*** Opening Data ***

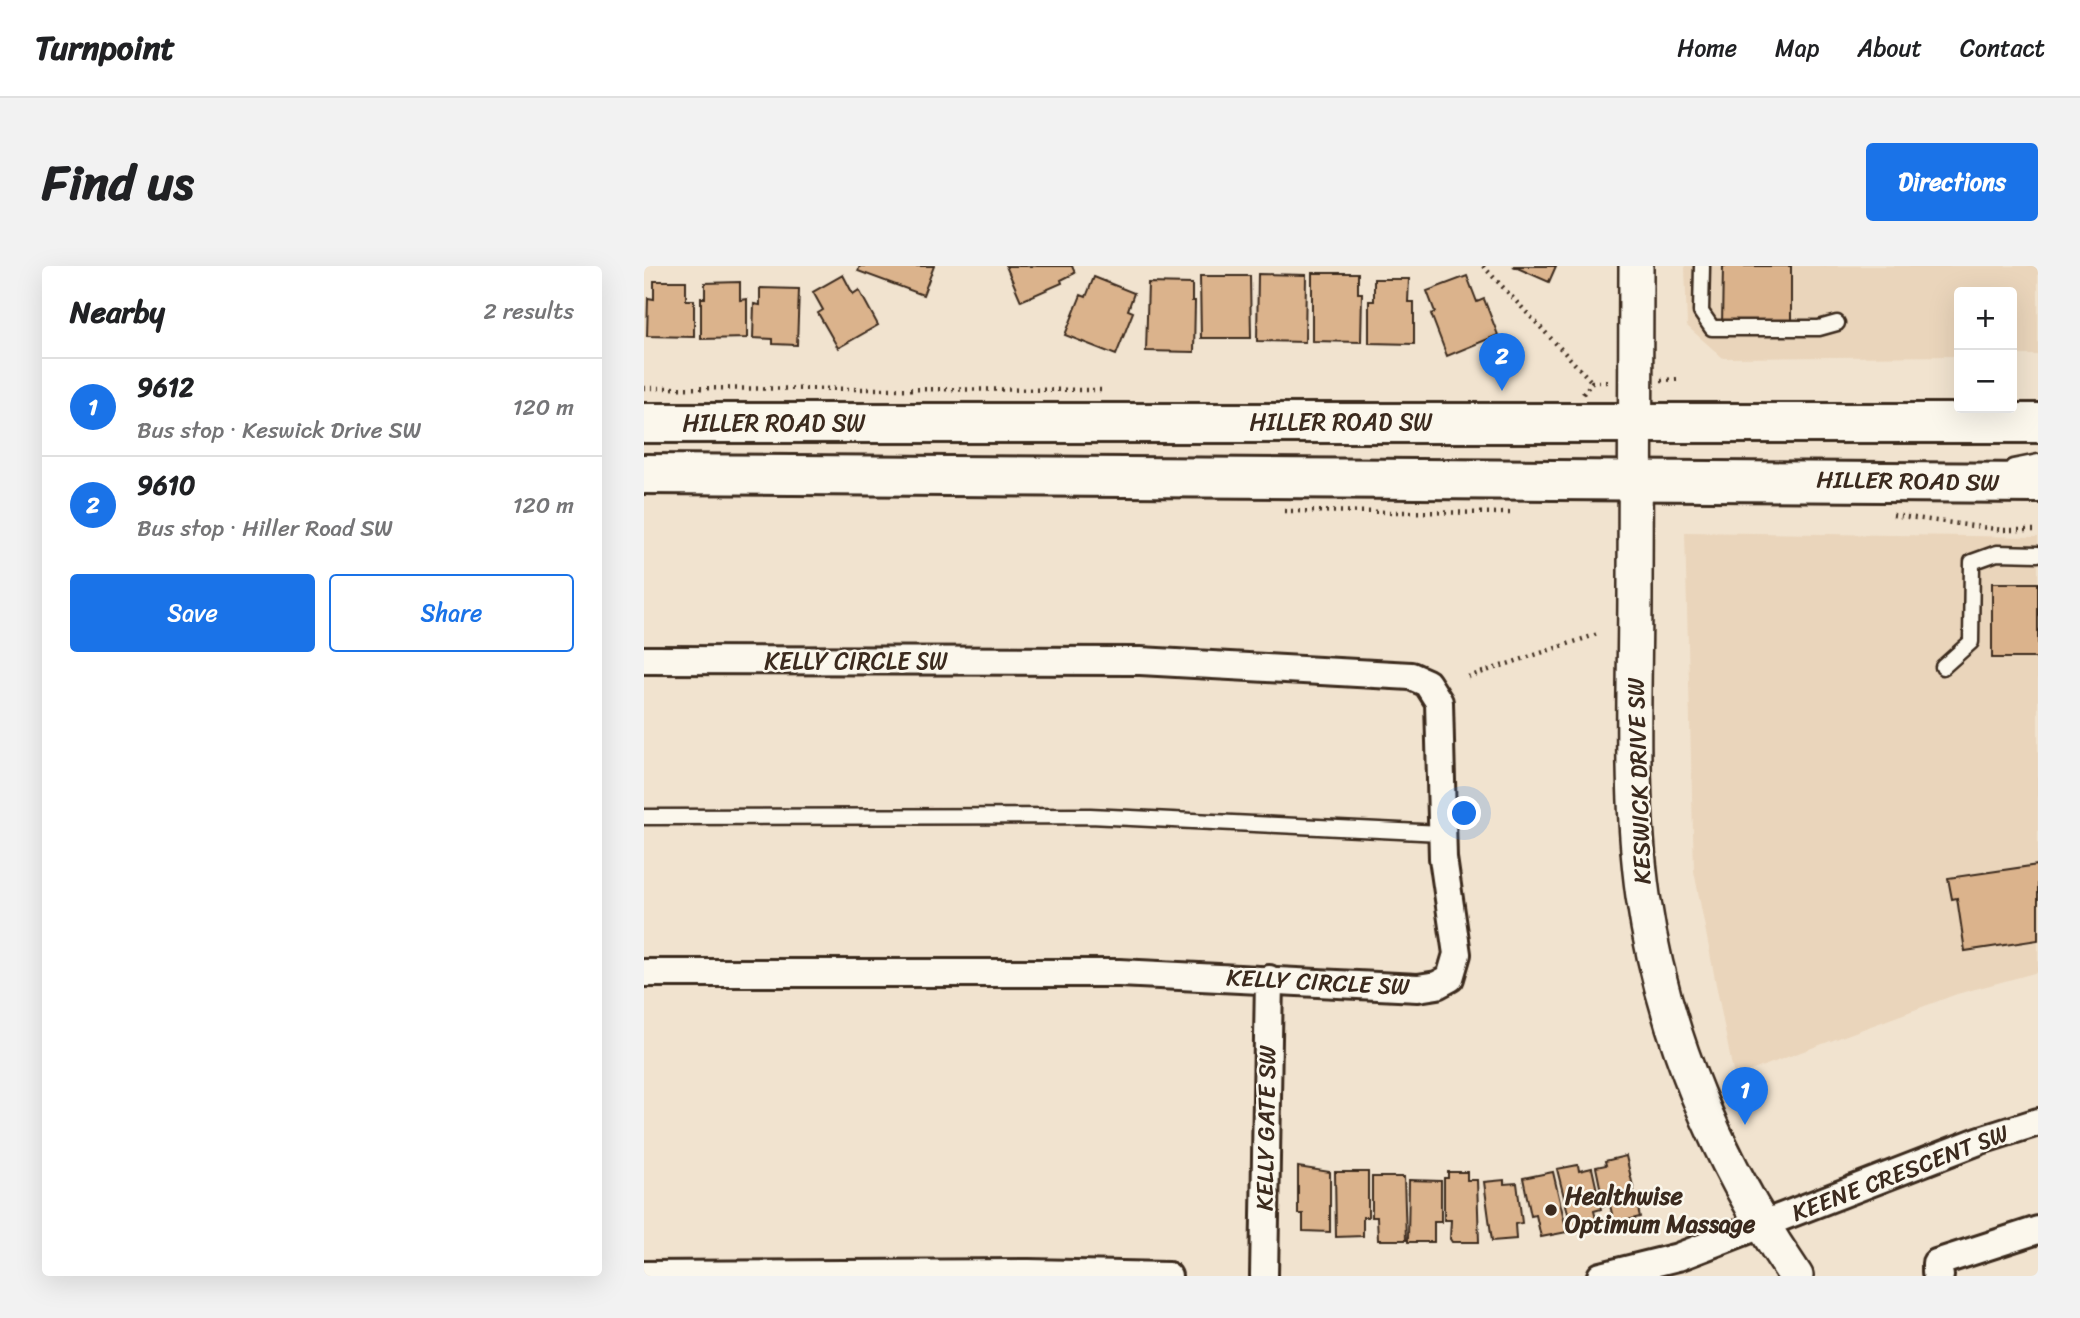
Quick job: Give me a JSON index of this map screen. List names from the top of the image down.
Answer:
{
  "streets": {
    "main road": ["HILLER ROAD SW"],
    "street": [
      "KELLY CIRCLE SW",
      "KESWICK DRIVE SW",
      "KELLY GATE SW",
      "KEENE CRESCENT SW"
    ]
  },
  "crossings": [
    ["HILLER ROAD SW", "KESWICK DRIVE SW"],
    ["KELLY CIRCLE SW", "KELLY GATE SW"],
    ["KESWICK DRIVE SW", "KEENE CRESCENT SW"]
  ],
  "places": ["Healthwise Optimum Massage"],
  "page": {
    "header": "Turnpoint",
    "nav": [
      "Home",
      "Map",
      "About",
      "Contact"
    ],
    "title": "Find us",
    "buttons": [
      "Directions",
      ["Save", "Share"]
    ],
    "heading": ["Nearby", "2 results"],
    "map_buttons": ["+", "−"],
    "pins": ["2", "1"],
    "list": [
      {
        "mark": "1",
        "name": "9612",
        "note": "Bus stop · Keswick Drive SW",
        "value": "120 m"
      },
      {
        "mark": "2",
        "name": "9610",
        "note": "Bus stop · Hiller Road SW",
        "value": "120 m"
      }
    ]
  }
}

*** Closing Data ***

* What is being asked:
Every line of the material must be returned exactly; leave the images out.

* Written answer:
Quick job: Give me a JSON index of this map screen. List names from the top of the image down.
Answer:
{
  "streets": {
    "main road": ["HILLER ROAD SW"],
    "street": [
      "KELLY CIRCLE SW",
      "KESWICK DRIVE SW",
      "KELLY GATE SW",
      "KEENE CRESCENT SW"
    ]
  },
  "crossings": [
    ["HILLER ROAD SW", "KESWICK DRIVE SW"],
    ["KELLY CIRCLE SW", "KELLY GATE SW"],
    ["KESWICK DRIVE SW", "KEENE CRESCENT SW"]
  ],
  "places": ["Healthwise Optimum Massage"],
  "page": {
    "header": "Turnpoint",
    "nav": [
      "Home",
      "Map",
      "About",
      "Contact"
    ],
    "title": "Find us",
    "buttons": [
      "Directions",
      ["Save", "Share"]
    ],
    "heading": ["Nearby", "2 results"],
    "map_buttons": ["+", "−"],
    "pins": ["2", "1"],
    "list": [
      {
        "mark": "1",
        "name": "9612",
        "note": "Bus stop · Keswick Drive SW",
        "value": "120 m"
      },
      {
        "mark": "2",
        "name": "9610",
        "note": "Bus stop · Hiller Road SW",
        "value": "120 m"
      }
    ]
  }
}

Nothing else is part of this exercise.